Christmas is among my favorite holidays. The religious significance, music, lights, amazing food, fellowship with family, and giving and receiving gifts all lend something special to the season. However, the tradition that arguably gets the most attention is selecting and putting up a Christmas tree! Those that participate in the festivities and put up a Christmas tree have three options: purchasing an artificial tree, purchasing a real tree, or growing your own.
While I like the convenience of a pre-lit tree as much as anyone, artificial trees don’t do a whole lot for the environment or sustainable US agriculture. They are almost exclusively produced overseas and contain non-biodegradable plastics. Not the best. If you select option two and choose to purchase a real tree, you’ll help support a sustainable US agriculture industry! According to the National Christmas Tree Association, there are ~25-30 million Christmas trees sold annually in the US and 350 million more currently growing on Christmas tree farms waiting their turn! Purchasing real Christmas trees also ensures that the over 100,000 Christmas tree farm workers remain employed, and the 1/3 million acres US Christmas tree farms comprise will remain non-developed “green spaces”!
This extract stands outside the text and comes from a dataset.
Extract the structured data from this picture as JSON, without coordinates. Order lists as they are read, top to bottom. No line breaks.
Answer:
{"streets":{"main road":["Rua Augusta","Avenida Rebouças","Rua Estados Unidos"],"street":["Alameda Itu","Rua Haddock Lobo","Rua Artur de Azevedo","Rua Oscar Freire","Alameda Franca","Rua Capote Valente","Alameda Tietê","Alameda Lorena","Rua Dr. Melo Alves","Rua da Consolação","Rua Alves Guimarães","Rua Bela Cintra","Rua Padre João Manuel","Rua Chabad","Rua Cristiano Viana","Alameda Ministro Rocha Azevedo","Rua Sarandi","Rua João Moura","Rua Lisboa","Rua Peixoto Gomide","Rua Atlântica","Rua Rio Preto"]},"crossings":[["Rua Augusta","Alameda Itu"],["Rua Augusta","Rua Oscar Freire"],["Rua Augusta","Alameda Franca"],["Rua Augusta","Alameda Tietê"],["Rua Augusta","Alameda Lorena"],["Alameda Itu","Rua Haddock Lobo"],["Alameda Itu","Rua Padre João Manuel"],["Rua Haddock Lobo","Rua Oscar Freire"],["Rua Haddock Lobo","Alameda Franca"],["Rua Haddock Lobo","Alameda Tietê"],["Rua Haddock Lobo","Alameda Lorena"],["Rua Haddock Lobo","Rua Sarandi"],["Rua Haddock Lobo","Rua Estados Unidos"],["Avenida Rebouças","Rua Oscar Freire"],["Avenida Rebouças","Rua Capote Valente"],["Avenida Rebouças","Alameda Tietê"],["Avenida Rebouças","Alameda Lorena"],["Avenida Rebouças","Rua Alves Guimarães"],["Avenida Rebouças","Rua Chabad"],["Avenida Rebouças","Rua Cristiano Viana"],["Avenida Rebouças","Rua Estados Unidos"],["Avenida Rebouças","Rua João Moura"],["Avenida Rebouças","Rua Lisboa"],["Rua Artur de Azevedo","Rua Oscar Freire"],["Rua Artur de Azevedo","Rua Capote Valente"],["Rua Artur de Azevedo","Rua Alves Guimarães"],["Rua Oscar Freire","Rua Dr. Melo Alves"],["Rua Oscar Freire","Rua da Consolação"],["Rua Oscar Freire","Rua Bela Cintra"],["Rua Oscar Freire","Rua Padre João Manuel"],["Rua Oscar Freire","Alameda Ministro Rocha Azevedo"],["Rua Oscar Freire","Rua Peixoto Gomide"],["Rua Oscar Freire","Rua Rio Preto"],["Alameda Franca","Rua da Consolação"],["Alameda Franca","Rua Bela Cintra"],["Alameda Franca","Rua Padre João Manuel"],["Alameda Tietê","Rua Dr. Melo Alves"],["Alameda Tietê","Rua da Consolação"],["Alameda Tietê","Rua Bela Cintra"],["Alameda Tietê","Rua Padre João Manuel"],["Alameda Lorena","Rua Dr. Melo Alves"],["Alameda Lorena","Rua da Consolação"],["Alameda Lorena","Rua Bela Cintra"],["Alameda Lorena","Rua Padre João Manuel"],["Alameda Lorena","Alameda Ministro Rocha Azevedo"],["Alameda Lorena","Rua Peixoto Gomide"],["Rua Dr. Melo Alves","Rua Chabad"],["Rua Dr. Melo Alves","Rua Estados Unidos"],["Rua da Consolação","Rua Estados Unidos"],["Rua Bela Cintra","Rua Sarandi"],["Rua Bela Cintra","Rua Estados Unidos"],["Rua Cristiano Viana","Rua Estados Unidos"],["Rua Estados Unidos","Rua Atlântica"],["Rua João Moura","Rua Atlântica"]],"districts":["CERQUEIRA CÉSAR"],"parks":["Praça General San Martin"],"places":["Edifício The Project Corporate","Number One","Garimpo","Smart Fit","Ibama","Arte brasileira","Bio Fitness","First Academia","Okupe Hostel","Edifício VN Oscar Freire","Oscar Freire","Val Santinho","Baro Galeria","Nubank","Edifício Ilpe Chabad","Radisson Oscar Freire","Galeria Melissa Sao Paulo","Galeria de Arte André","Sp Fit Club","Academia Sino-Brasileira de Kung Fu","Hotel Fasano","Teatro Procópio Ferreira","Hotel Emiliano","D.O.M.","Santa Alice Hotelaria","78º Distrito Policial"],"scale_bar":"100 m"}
But for the green-thumbed Christmas enthusiast that’s willing to put in a little time and effort, there is a third choice – growing your very own Christmas tree right at home! In the Panhandle, there are several species, Florida natives and not, that make wonderful Christmas trees and are easy to grow!
Red Cedar makes a fine Florida Christmas tree!
Red Cedar (Juniperus virginiana) – This Florida native is the classic southern evergreen. Growing quickly to the desired heights of 4’-10’, emitting a “Christmas tree smell”, and possessing dark, dense foliage, Red Cedar makes an excellent Christmas tree! Red Cedar performs very well in most soils but does not like wet feet and will not tolerate continuously saturated areas.
Leyland Cypress (x Cupressocyparis leylandii) – A hybrid of Alaskan Cedar and Monterrey Cypress, Leyland Cypress is recognized as one of the most popular Deep South grown Christmas trees for good reason. Leylands grow exceptionally fast, are a desirable forest green color, and have a naturally conical shape! Though not recommended as long-term landscape trees in Florida due to disease susceptibility, Leylands do very well in short Christmas tree rotations.
Thuja ‘Green Giant’ – ‘Green Giant’ is a cultivar of Thuja and is similar in appearance to Leyland Cypress. Though not quite as deep green in color as Leyland, ‘Green Giant’ also grows rapidly (up to 3’-4’ annually), tolerates many soil conditions, and has no serious insect/disease issues.
Arizona Cypress (Cupressus arizonica var. arizonica) – Arizona Cypress is the Christmas tree for those who would normally choose to be different by purchasing a blue, silver, or white artificial tree! Famous for its striking blue/silver foliage, Arizona Cypress is native to the American Southwest but thrives in the drier sandy soils found in many parts of the Panhandle.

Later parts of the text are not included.